__HOW TO COMPLETE THIS TASK__: Print each record exactly as it appears, but drop the images.
(RECORDS TO PROCESS)
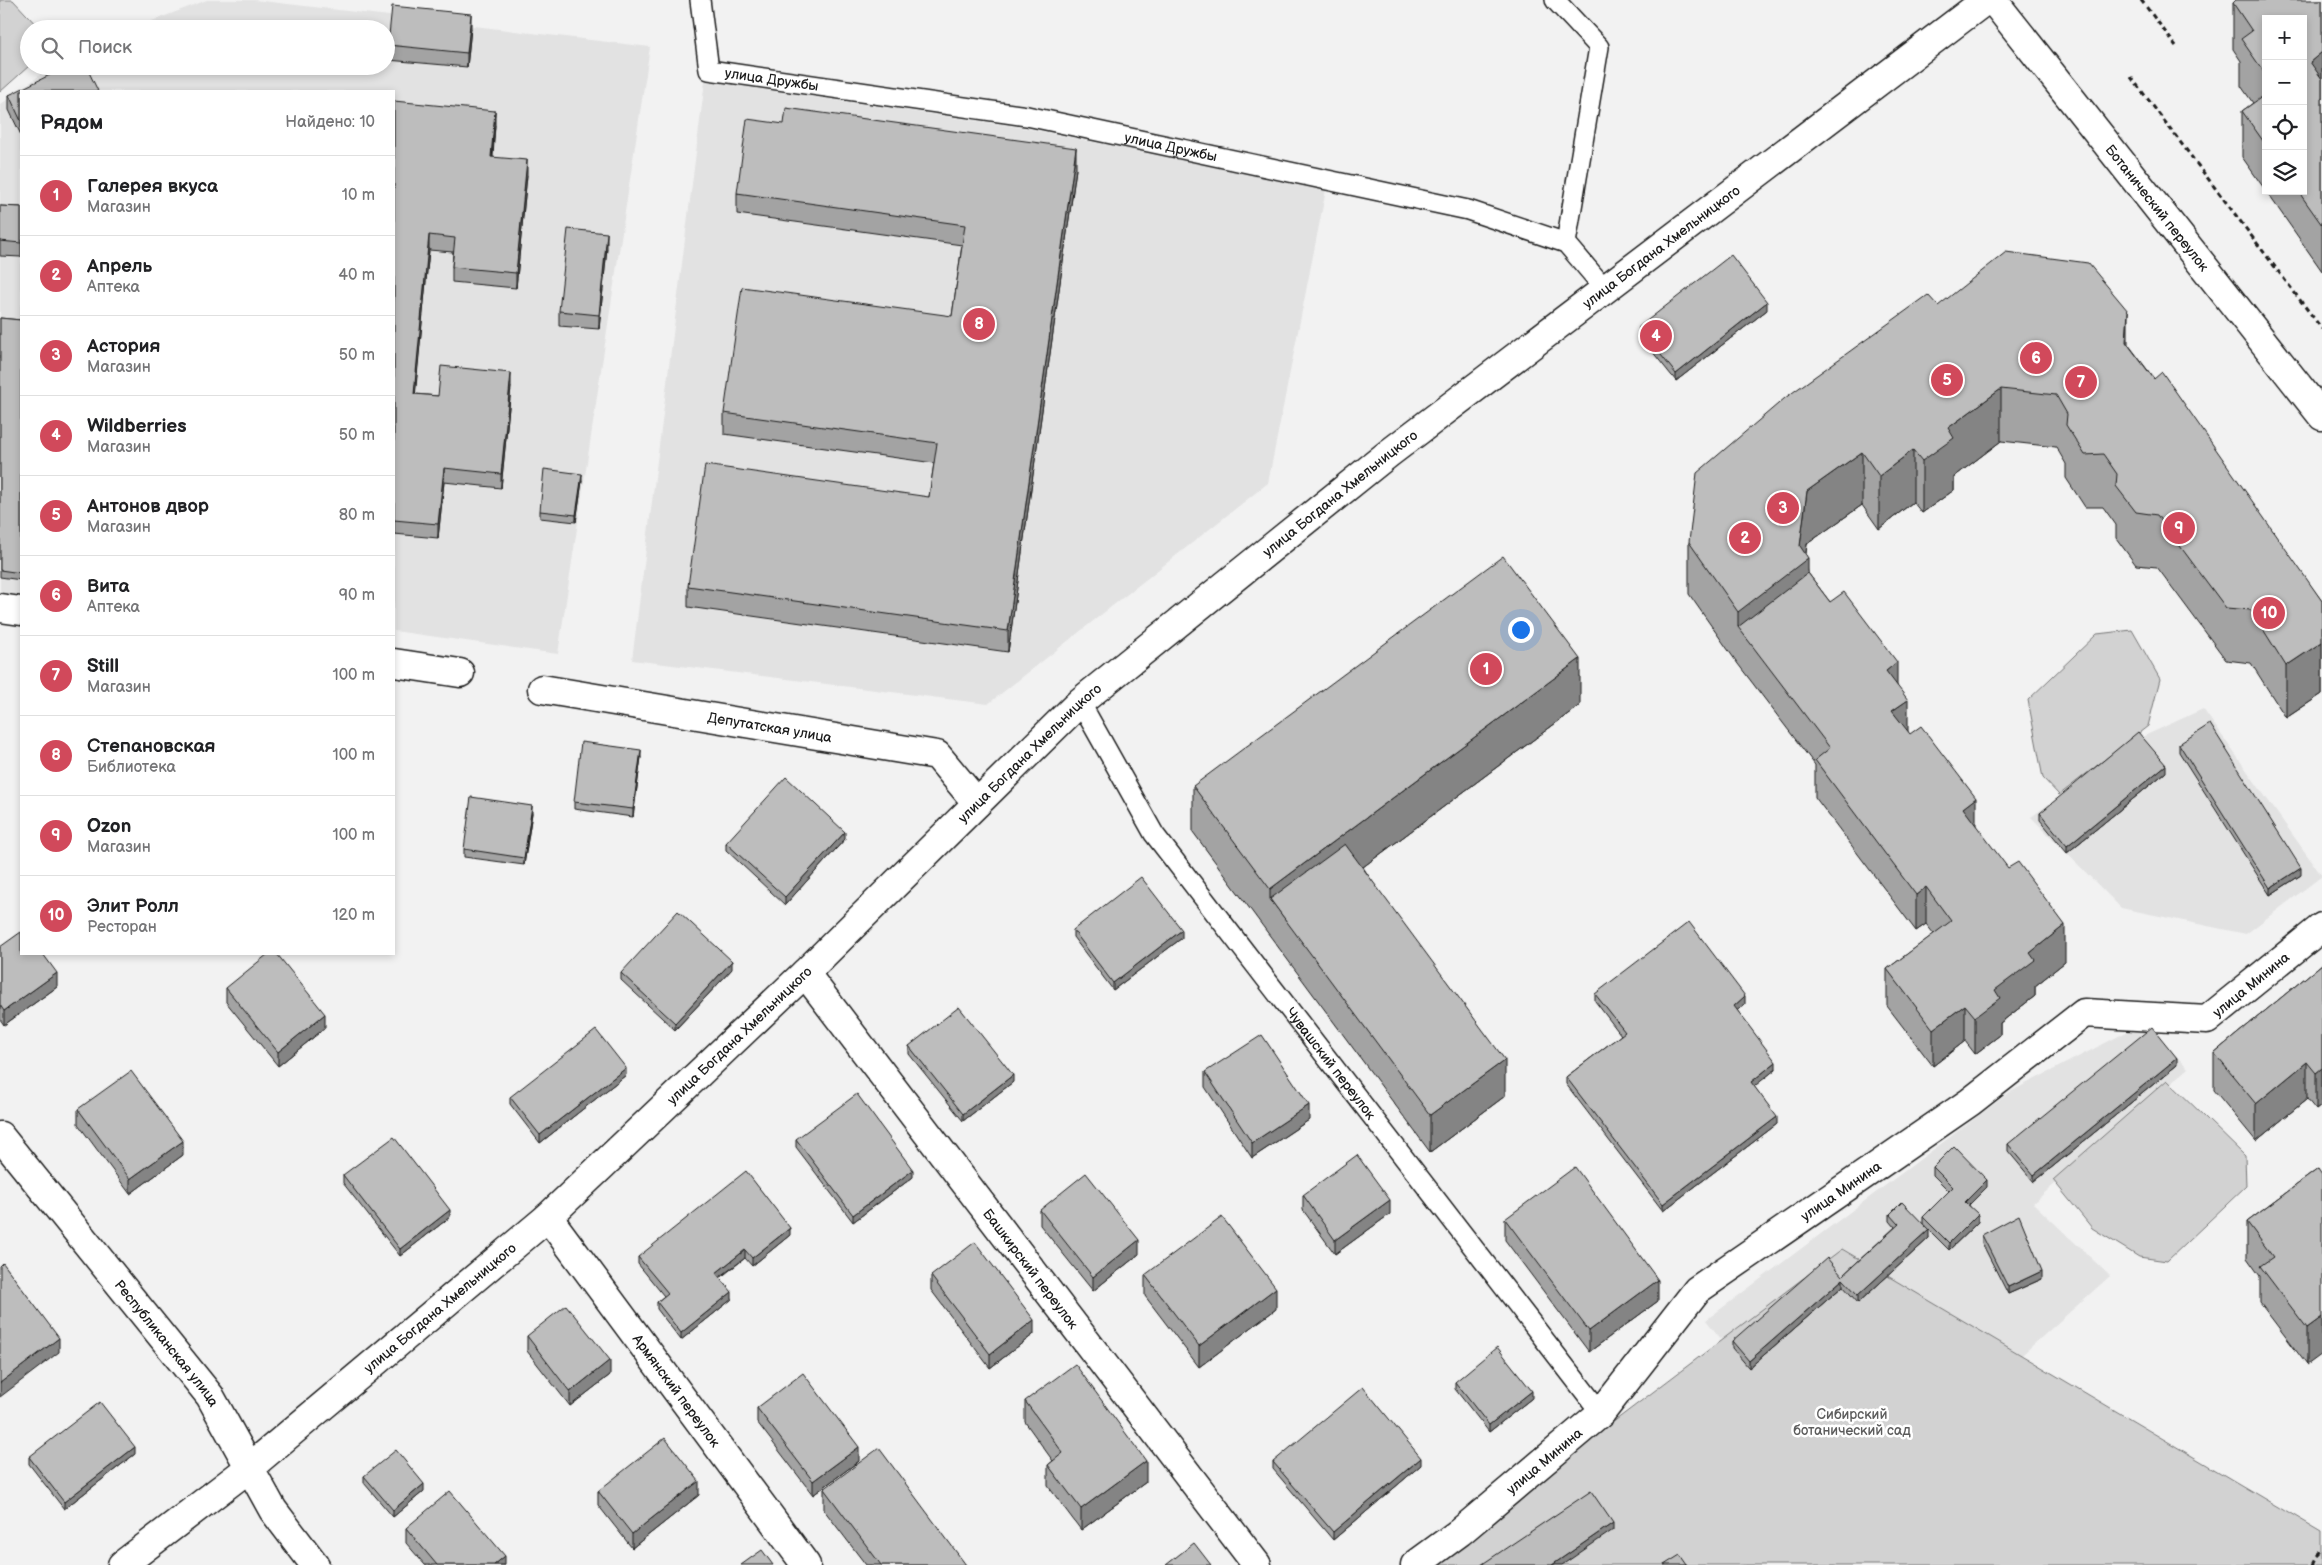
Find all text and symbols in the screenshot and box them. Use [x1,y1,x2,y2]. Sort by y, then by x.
map controls [2262,15,2307,195]
button: + [2262,15,2307,60]
search box [20,20,395,75]
icon: search [38,34,66,62]
text: Поиск [78,36,132,59]
button: − [2262,60,2307,105]
street label: улица Дружбы [724,64,820,94]
button: locate [2262,105,2307,150]
text: Рядом [40,110,103,135]
text: Найдено: 10 [285,113,375,132]
street label: улица Дружбы [1123,129,1219,165]
street label: Ботанический переулок [2102,141,2213,275]
button: layers [2262,150,2307,195]
text: Галерея вкуса [87,175,218,198]
street label: улица Богдана Хмельницкого [1579,181,1743,312]
text: 1 [53,186,59,205]
text: 10 m [342,186,375,205]
text: Магазин [87,198,151,217]
text: Апрель [87,255,152,278]
text: 2 [51,266,61,285]
text: 40 m [338,266,375,285]
text: Аптека [87,278,140,297]
pin: 8 [963,305,995,343]
pin: 4 [1640,317,1672,355]
text: Астория [87,335,161,358]
pin: 6 [2020,339,2052,377]
text: 3 [51,346,61,365]
text: 50 m [339,346,375,365]
text: Магазин [87,358,151,377]
pin: 5 [1931,361,1963,399]
pin: 7 [2065,363,2097,401]
text: Wildberries [87,415,187,438]
text: 4 [51,426,61,445]
text: 50 m [339,426,375,445]
street label: улица Богдана Хмельницкого [1259,426,1421,560]
text: Магазин [87,438,151,457]
pin: 3 [1767,489,1799,527]
text: Антонов двор [87,495,209,518]
text: 5 [51,506,61,525]
text: 80 m [339,506,375,525]
pin: 9 [2163,509,2195,547]
text: Магазин [87,518,151,537]
pin: 2 [1729,519,1761,557]
text: Вита [87,575,130,598]
text: 6 [51,586,61,605]
text: 90 m [339,586,375,605]
pin: 10 [2253,594,2285,632]
text: Аптека [87,598,140,617]
your location [1508,617,1534,643]
pin: 1 [1470,650,1502,688]
text: Still [87,655,119,678]
text: 7 [52,666,60,685]
text: 100 m [332,666,375,685]
text: Магазин [87,678,151,697]
street label: улица Богдана Хмельницкого [954,680,1105,826]
street label: Депутатская улица [706,708,834,746]
text: Степановская [87,735,215,758]
text: 8 [51,746,61,765]
text: 100 m [332,746,375,765]
text: Библиотека [87,758,176,777]
text: Ozon [87,815,131,838]
text: 9 [51,826,61,845]
text: 100 m [332,826,375,845]
text: Магазин [87,838,151,857]
text: Элит Ролл [87,895,179,918]
text: 10 [48,906,64,925]
text: 120 m [332,906,375,925]
text: Ресторан [87,918,157,937]
street label: улица Минина [2209,948,2293,1021]
street label: улица Богдана Хмельницкого [663,963,815,1108]
street label: Чувашский переулок [1282,1004,1380,1123]
street label: улица Минина [1797,1157,1885,1225]
street label: Башкирский переулок [979,1205,1082,1333]
street label: улица Богдана Хмельницкого [360,1239,519,1376]
street label: Республиканская улица [111,1276,223,1410]
street label: Армянский переулок [629,1330,724,1451]
park label: Сибирский ботанический сад [1793,1406,1911,1439]
street label: улица Минина [1503,1424,1586,1498]

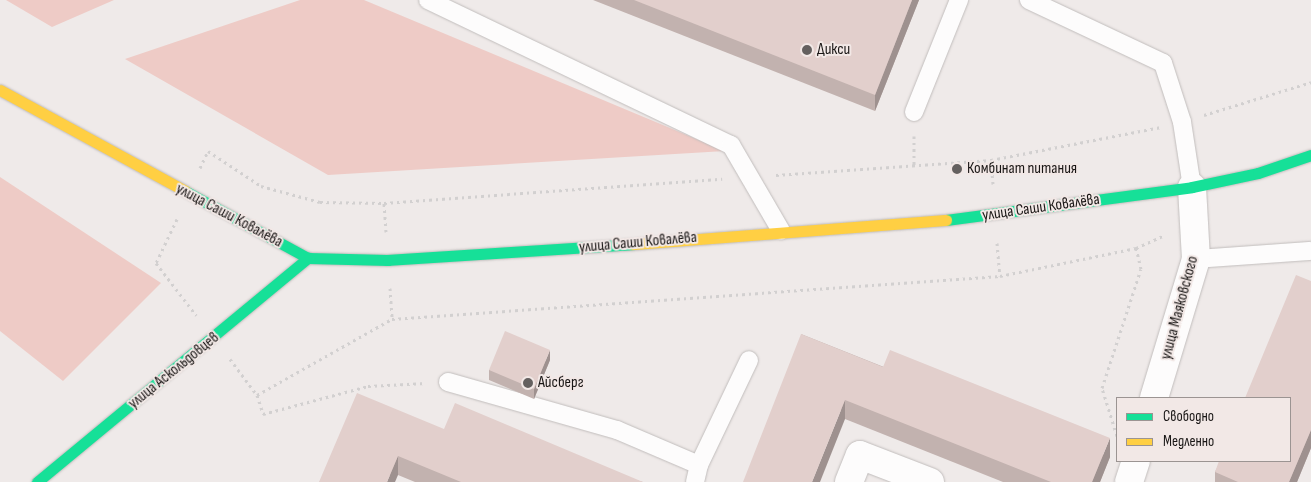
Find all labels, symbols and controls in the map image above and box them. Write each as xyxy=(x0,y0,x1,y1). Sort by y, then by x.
place label: Дикси xyxy=(817,40,850,60)
marker: Дикси xyxy=(801,44,813,56)
place label: Комбинат питания xyxy=(967,159,1077,179)
marker: Комбинат питания xyxy=(951,163,963,175)
street label: улица Саши Ковалёва xyxy=(172,180,286,252)
street label: улица Саши Ковалёва xyxy=(981,190,1101,226)
street label: улица Саши Ковалёва xyxy=(578,228,698,258)
street label: улица Маяковского xyxy=(1157,254,1203,362)
street label: улица Аскольдовцев xyxy=(125,329,223,413)
place label: Айсберг xyxy=(538,373,584,393)
marker: Айсберг xyxy=(522,377,534,389)
legend xyxy=(1116,397,1291,462)
text: Свободно xyxy=(1163,407,1214,426)
text: Медленно xyxy=(1163,432,1214,451)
(End RECORDS TO PROCESS)
__ANSWER BOX__:
Find all text and symbols in the screenshot and box them. Use [x1,y1,x2,y2]. Sort by y, then by x.
map controls [2262,15,2307,195]
button: + [2262,15,2307,60]
search box [20,20,395,75]
icon: search [38,34,66,62]
text: Поиск [78,36,132,59]
button: − [2262,60,2307,105]
street label: улица Дружбы [724,64,820,94]
button: locate [2262,105,2307,150]
text: Рядом [40,110,103,135]
text: Найдено: 10 [285,113,375,132]
street label: улица Дружбы [1123,129,1219,165]
street label: Ботанический переулок [2102,141,2213,275]
button: layers [2262,150,2307,195]
text: Галерея вкуса [87,175,218,198]
street label: улица Богдана Хмельницкого [1579,181,1743,312]
text: 1 [53,186,59,205]
text: 10 m [342,186,375,205]
text: Магазин [87,198,151,217]
text: Апрель [87,255,152,278]
text: 2 [51,266,61,285]
text: 40 m [338,266,375,285]
text: Аптека [87,278,140,297]
pin: 8 [963,305,995,343]
pin: 4 [1640,317,1672,355]
text: Астория [87,335,161,358]
pin: 6 [2020,339,2052,377]
text: 3 [51,346,61,365]
text: 50 m [339,346,375,365]
text: Магазин [87,358,151,377]
pin: 5 [1931,361,1963,399]
pin: 7 [2065,363,2097,401]
text: Wildberries [87,415,187,438]
text: 4 [51,426,61,445]
text: 50 m [339,426,375,445]
street label: улица Богдана Хмельницкого [1259,426,1421,560]
text: Магазин [87,438,151,457]
pin: 3 [1767,489,1799,527]
text: Антонов двор [87,495,209,518]
text: 5 [51,506,61,525]
text: 80 m [339,506,375,525]
pin: 9 [2163,509,2195,547]
text: Магазин [87,518,151,537]
pin: 2 [1729,519,1761,557]
text: Вита [87,575,130,598]
text: 6 [51,586,61,605]
text: 90 m [339,586,375,605]
pin: 10 [2253,594,2285,632]
text: Аптека [87,598,140,617]
your location [1508,617,1534,643]
pin: 1 [1470,650,1502,688]
text: Still [87,655,119,678]
text: 7 [52,666,60,685]
text: 100 m [332,666,375,685]
text: Магазин [87,678,151,697]
street label: улица Богдана Хмельницкого [954,680,1105,826]
street label: Депутатская улица [706,708,834,746]
text: Степановская [87,735,215,758]
text: 8 [51,746,61,765]
text: 100 m [332,746,375,765]
text: Библиотека [87,758,176,777]
text: Ozon [87,815,131,838]
text: 9 [51,826,61,845]
text: 100 m [332,826,375,845]
text: Магазин [87,838,151,857]
text: Элит Ролл [87,895,179,918]
text: 10 [48,906,64,925]
text: 120 m [332,906,375,925]
text: Ресторан [87,918,157,937]
street label: улица Минина [2209,948,2293,1021]
street label: улица Богдана Хмельницкого [663,963,815,1108]
street label: Чувашский переулок [1282,1004,1380,1123]
street label: улица Минина [1797,1157,1885,1225]
street label: Башкирский переулок [979,1205,1082,1333]
street label: улица Богдана Хмельницкого [360,1239,519,1376]
street label: Республиканская улица [111,1276,223,1410]
street label: Армянский переулок [629,1330,724,1451]
park label: Сибирский ботанический сад [1793,1406,1911,1439]
street label: улица Минина [1503,1424,1586,1498]

Find all labels, symbols and controls in the map image above and box them. Write each as xyxy=(x0,y0,x1,y1). Sort by y, then by x.
place label: Дикси xyxy=(817,40,850,60)
marker: Дикси xyxy=(801,44,813,56)
place label: Комбинат питания xyxy=(967,159,1077,179)
marker: Комбинат питания xyxy=(951,163,963,175)
street label: улица Саши Ковалёва xyxy=(172,180,286,252)
street label: улица Саши Ковалёва xyxy=(981,190,1101,226)
street label: улица Саши Ковалёва xyxy=(578,228,698,258)
street label: улица Маяковского xyxy=(1157,254,1203,362)
street label: улица Аскольдовцев xyxy=(125,329,223,413)
place label: Айсберг xyxy=(538,373,584,393)
marker: Айсберг xyxy=(522,377,534,389)
legend xyxy=(1116,397,1291,462)
text: Свободно xyxy=(1163,407,1214,426)
text: Медленно xyxy=(1163,432,1214,451)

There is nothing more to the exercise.